**WHAT IS REQUIRED:** If a line in the entries contains the word "filterUnits", list it.

Data records:

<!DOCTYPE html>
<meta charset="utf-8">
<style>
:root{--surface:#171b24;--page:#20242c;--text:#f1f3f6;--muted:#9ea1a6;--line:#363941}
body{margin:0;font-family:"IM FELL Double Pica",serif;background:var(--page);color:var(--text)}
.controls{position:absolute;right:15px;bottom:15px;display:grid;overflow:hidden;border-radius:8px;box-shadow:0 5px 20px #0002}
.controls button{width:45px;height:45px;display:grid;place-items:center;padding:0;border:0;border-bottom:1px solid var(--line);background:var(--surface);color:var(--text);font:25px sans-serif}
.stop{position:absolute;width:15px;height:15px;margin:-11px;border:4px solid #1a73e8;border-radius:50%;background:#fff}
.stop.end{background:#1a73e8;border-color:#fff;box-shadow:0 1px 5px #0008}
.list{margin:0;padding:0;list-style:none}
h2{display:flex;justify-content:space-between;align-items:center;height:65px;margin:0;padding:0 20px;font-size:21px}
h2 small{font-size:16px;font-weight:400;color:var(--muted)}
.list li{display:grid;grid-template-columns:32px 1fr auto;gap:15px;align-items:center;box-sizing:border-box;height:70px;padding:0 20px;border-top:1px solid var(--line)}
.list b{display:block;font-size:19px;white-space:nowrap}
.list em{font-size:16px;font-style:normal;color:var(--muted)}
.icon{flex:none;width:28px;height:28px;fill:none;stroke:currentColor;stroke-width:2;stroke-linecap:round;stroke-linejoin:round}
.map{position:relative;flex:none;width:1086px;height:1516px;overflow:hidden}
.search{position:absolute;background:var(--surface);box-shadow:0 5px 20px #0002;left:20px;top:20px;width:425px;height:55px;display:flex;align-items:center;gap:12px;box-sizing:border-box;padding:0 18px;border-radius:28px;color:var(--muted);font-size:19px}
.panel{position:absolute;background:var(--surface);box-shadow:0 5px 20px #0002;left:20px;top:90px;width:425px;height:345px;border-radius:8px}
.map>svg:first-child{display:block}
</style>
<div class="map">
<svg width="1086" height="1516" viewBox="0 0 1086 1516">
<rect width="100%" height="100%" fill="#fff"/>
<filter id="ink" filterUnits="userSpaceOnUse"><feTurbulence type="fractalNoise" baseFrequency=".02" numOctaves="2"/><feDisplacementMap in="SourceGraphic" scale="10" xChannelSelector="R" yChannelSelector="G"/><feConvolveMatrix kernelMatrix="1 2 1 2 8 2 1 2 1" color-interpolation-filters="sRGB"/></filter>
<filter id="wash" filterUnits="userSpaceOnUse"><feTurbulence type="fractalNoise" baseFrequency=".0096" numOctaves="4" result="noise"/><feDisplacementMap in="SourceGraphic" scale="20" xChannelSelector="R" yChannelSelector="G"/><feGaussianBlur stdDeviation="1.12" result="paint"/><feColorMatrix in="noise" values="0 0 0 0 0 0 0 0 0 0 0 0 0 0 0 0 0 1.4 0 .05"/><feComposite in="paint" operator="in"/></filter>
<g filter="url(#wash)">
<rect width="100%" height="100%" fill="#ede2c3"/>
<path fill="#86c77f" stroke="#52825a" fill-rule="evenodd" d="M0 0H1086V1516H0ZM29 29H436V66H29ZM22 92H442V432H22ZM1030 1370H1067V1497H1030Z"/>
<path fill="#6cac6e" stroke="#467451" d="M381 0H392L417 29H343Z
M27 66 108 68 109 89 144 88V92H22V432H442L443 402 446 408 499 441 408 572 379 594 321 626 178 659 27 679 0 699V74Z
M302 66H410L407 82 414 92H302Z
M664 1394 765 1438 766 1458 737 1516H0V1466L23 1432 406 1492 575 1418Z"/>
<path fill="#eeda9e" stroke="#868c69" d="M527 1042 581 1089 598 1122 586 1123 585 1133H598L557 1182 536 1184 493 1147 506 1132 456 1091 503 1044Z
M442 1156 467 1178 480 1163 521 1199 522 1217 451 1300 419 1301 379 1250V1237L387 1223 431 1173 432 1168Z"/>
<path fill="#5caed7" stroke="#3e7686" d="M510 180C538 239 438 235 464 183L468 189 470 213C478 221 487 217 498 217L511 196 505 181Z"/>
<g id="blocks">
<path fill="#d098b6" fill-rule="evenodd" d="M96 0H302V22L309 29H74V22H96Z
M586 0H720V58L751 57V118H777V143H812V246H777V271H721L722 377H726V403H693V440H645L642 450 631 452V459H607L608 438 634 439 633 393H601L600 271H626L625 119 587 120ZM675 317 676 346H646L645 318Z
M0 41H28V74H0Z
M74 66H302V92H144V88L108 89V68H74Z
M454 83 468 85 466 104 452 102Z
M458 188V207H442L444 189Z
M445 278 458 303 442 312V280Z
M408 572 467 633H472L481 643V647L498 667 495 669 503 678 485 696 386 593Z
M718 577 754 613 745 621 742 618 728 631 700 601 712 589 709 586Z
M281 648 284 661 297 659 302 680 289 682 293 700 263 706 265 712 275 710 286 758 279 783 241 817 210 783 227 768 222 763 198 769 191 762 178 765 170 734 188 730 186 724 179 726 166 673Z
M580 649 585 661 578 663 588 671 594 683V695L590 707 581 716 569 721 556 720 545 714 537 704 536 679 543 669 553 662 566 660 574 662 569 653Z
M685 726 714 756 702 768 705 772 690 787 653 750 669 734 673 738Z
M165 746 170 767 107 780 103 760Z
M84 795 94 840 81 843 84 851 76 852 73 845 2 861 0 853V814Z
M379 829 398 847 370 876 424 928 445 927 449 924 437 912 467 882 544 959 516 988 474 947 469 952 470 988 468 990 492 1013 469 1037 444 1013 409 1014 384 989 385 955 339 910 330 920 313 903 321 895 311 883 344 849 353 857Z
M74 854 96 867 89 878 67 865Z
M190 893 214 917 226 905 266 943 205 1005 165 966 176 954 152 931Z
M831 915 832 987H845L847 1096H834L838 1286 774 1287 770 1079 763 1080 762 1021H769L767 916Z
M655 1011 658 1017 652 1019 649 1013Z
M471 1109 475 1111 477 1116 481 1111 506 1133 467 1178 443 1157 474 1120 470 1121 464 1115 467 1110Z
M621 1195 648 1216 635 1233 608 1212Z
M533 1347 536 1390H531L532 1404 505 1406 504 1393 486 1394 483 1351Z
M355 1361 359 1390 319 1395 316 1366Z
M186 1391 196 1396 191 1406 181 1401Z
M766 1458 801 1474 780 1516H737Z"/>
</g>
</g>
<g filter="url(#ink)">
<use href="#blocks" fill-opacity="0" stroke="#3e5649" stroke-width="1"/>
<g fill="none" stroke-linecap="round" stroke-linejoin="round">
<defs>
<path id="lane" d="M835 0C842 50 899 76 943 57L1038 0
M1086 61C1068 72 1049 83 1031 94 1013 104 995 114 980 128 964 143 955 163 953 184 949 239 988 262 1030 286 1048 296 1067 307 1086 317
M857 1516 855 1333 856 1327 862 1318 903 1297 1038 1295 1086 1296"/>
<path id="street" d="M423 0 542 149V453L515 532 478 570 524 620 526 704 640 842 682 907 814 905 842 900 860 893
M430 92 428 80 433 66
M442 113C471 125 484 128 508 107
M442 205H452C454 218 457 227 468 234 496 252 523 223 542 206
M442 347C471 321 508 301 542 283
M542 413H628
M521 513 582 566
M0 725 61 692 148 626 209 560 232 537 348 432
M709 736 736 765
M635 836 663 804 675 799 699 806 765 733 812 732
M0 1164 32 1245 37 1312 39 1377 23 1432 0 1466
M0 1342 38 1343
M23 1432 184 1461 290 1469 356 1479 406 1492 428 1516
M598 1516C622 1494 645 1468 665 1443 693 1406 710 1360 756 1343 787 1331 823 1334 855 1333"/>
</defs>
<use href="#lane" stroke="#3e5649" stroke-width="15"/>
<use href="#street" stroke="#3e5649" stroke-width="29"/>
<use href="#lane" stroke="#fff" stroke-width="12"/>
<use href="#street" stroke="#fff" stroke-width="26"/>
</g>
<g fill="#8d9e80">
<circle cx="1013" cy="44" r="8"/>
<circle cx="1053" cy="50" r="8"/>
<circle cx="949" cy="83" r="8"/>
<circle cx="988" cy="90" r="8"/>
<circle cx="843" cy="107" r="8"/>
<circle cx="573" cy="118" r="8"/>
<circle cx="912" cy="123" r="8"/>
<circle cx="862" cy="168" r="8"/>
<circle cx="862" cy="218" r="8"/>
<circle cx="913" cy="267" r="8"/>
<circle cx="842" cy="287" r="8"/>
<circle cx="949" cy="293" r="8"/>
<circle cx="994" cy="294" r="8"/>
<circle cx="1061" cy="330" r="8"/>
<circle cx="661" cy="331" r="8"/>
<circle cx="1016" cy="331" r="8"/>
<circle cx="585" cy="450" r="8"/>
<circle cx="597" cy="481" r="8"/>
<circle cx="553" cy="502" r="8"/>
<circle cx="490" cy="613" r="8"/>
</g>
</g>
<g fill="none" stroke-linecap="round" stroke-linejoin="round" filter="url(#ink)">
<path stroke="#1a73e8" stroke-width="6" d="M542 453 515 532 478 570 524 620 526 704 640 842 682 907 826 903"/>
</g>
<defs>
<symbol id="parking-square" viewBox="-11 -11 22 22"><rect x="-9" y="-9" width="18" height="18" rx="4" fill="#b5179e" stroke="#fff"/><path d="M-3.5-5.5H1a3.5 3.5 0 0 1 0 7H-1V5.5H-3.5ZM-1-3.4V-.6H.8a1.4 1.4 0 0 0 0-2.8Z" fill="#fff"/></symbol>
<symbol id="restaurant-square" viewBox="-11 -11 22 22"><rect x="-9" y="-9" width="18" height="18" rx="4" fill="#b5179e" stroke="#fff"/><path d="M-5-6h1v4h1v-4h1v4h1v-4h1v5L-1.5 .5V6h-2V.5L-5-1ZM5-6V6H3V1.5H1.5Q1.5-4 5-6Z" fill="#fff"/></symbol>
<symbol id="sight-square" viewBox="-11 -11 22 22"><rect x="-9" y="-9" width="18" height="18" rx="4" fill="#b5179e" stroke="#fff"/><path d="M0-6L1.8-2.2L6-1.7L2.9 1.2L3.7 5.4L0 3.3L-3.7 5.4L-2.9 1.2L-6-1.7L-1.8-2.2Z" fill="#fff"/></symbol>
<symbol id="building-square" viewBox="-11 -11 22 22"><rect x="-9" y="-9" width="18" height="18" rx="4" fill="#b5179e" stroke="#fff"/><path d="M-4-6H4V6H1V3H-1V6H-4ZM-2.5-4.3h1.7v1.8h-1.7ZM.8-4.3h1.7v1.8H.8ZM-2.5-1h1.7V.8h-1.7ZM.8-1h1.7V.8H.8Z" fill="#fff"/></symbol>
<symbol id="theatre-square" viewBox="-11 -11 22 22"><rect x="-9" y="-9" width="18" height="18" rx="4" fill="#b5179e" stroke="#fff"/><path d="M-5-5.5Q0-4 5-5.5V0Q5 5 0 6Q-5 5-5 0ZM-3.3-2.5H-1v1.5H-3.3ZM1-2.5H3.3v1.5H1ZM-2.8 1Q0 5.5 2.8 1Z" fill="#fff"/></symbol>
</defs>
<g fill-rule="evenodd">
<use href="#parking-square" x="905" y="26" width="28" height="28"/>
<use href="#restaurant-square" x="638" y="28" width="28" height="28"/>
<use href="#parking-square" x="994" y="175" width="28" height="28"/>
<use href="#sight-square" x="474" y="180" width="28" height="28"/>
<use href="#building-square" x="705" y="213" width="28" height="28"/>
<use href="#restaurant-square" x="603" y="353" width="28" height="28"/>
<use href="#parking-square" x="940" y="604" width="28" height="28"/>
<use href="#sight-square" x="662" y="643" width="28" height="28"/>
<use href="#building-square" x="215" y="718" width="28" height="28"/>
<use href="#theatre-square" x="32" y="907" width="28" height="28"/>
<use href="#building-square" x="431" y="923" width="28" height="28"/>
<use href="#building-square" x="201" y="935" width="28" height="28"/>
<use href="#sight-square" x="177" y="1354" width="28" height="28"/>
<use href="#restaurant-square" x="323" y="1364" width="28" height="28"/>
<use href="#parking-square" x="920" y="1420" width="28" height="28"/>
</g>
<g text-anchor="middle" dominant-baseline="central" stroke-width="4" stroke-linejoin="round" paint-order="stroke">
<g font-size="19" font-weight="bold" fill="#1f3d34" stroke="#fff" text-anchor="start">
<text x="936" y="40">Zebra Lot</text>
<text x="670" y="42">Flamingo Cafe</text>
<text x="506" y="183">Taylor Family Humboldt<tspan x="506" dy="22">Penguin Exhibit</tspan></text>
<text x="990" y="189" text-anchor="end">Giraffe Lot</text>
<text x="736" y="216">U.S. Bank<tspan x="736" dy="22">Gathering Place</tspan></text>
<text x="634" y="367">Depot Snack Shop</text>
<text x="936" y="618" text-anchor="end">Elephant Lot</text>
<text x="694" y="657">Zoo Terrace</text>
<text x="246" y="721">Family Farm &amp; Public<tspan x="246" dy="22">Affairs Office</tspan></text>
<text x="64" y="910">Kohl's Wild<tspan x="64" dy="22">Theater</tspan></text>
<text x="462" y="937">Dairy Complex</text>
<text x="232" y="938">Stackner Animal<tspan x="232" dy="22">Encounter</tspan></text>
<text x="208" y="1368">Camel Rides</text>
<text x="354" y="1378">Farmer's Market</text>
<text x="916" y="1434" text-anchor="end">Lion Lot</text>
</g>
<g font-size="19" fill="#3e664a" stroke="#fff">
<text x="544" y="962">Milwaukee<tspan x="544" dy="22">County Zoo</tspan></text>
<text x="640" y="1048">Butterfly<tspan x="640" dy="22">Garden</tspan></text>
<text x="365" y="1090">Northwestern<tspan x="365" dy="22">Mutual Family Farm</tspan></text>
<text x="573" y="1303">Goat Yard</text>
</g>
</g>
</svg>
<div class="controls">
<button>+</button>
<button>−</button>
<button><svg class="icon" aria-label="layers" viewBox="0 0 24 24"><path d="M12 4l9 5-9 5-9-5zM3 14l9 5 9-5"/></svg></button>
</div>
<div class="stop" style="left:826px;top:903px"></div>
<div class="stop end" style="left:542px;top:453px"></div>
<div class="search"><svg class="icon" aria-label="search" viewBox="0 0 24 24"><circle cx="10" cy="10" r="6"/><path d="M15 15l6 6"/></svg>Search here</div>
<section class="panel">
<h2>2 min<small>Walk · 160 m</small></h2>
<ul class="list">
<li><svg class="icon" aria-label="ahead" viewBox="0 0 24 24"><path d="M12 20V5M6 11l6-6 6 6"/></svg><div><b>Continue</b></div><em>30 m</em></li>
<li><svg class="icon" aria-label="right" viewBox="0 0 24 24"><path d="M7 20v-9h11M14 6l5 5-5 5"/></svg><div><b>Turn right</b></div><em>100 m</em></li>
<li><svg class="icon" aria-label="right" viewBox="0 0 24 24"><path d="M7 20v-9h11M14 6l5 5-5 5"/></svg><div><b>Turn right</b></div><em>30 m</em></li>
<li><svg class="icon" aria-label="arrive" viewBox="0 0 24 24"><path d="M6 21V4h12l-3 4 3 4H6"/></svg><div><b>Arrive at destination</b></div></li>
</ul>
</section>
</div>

**TASK RESULT:**
<filter id="ink" filterUnits="userSpaceOnUse"><feTurbulence type="fractalNoise" baseFrequency=".02" numOctaves="2"/><feDisplacementMap in="SourceGraphic" scale="10" xChannelSelector="R" yChannelSelector="G"/><feConvolveMatrix kernelMatrix="1 2 1 2 8 2 1 2 1" color-interpolation-filters="sRGB"/></filter>
<filter id="wash" filterUnits="userSpaceOnUse"><feTurbulence type="fractalNoise" baseFrequency=".0096" numOctaves="4" result="noise"/><feDisplacementMap in="SourceGraphic" scale="20" xChannelSelector="R" yChannelSelector="G"/><feGaussianBlur stdDeviation="1.12" result="paint"/><feColorMatrix in="noise" values="0 0 0 0 0 0 0 0 0 0 0 0 0 0 0 0 0 1.4 0 .05"/><feComposite in="paint" operator="in"/></filter>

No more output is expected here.